**ACTIVITY**
Return the lines below that carry the word "Order".

**RECORDS PROVIDED**
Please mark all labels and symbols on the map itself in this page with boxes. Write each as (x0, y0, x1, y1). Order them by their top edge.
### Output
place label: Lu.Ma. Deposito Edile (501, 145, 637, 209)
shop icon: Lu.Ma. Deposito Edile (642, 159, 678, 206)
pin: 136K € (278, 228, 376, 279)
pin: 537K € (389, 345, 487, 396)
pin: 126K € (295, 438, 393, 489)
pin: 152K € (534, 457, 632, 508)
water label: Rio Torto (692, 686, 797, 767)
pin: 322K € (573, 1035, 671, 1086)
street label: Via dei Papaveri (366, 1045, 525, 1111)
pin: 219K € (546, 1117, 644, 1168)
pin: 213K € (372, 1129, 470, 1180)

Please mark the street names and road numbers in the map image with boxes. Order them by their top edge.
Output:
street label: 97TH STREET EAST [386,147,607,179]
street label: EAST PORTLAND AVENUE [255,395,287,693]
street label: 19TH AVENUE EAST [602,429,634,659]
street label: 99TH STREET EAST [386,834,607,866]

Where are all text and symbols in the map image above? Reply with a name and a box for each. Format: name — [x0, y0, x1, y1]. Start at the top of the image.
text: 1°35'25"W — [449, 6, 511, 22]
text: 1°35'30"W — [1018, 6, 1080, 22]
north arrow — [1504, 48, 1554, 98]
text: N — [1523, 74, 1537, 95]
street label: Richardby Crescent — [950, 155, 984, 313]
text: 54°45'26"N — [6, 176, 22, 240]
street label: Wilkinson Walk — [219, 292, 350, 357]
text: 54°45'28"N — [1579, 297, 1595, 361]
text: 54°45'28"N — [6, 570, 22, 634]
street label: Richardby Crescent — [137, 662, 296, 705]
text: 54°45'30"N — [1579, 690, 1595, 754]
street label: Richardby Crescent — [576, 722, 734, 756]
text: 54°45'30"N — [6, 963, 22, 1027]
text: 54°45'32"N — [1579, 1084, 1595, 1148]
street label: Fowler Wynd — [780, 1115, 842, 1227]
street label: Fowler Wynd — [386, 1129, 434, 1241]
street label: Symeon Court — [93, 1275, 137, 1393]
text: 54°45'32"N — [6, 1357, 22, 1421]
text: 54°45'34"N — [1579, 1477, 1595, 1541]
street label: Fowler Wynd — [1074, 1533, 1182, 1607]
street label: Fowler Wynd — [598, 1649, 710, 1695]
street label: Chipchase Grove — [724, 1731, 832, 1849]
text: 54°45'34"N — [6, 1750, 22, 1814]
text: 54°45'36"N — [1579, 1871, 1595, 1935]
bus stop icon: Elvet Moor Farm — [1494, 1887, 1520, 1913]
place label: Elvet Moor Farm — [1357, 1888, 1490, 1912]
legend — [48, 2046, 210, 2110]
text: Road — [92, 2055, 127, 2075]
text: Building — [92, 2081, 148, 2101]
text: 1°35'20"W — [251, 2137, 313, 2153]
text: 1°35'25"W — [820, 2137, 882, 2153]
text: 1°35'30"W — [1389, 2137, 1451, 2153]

**WRITTEN REPLY**
Please mark all labels and symbols on the map itself in this page with boxes. Write each as (x0, y0, x1, y1). Order them by their top edge.
Please mark the street names and road numbers in the map image with boxes. Order them by their top edge.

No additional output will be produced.